▶ _Your instructions_
Line by line, retype the material with nothing left out.
The data: Begin
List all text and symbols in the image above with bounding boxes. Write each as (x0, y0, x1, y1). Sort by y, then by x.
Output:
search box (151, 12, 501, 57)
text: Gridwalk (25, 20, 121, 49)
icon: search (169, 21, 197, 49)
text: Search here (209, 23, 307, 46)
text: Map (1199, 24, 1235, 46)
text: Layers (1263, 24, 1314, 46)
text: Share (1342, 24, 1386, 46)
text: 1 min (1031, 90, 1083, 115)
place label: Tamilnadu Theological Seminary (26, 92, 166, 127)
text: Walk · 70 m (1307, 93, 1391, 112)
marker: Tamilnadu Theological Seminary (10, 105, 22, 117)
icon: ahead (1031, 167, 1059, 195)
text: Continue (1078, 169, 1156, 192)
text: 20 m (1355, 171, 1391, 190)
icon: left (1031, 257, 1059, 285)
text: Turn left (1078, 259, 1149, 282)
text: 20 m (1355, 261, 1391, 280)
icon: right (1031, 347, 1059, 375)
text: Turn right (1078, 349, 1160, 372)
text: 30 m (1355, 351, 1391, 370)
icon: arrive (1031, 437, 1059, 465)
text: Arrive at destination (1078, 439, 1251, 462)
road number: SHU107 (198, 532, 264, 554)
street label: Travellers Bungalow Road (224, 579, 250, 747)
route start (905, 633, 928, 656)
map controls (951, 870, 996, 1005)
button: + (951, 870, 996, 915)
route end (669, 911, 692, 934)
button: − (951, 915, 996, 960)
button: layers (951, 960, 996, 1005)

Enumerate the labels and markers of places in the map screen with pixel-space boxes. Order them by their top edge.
The data: End
▶ _Solution_
List all text and symbols in the image above with bounding boxes. Write each as (x0, y0, x1, y1). Sort by y, then by x.
Output:
search box (151, 12, 501, 57)
text: Gridwalk (25, 20, 121, 49)
icon: search (169, 21, 197, 49)
text: Search here (209, 23, 307, 46)
text: Map (1199, 24, 1235, 46)
text: Layers (1263, 24, 1314, 46)
text: Share (1342, 24, 1386, 46)
text: 1 min (1031, 90, 1083, 115)
place label: Tamilnadu Theological Seminary (26, 92, 166, 127)
text: Walk · 70 m (1307, 93, 1391, 112)
marker: Tamilnadu Theological Seminary (10, 105, 22, 117)
icon: ahead (1031, 167, 1059, 195)
text: Continue (1078, 169, 1156, 192)
text: 20 m (1355, 171, 1391, 190)
icon: left (1031, 257, 1059, 285)
text: Turn left (1078, 259, 1149, 282)
text: 20 m (1355, 261, 1391, 280)
icon: right (1031, 347, 1059, 375)
text: Turn right (1078, 349, 1160, 372)
text: 30 m (1355, 351, 1391, 370)
icon: arrive (1031, 437, 1059, 465)
text: Arrive at destination (1078, 439, 1251, 462)
road number: SHU107 (198, 532, 264, 554)
street label: Travellers Bungalow Road (224, 579, 250, 747)
route start (905, 633, 928, 656)
map controls (951, 870, 996, 1005)
button: + (951, 870, 996, 915)
route end (669, 911, 692, 934)
button: − (951, 915, 996, 960)
button: layers (951, 960, 996, 1005)

Enumerate the labels and markers of places in the map screen with pixel-space boxes. Order them by their top edge.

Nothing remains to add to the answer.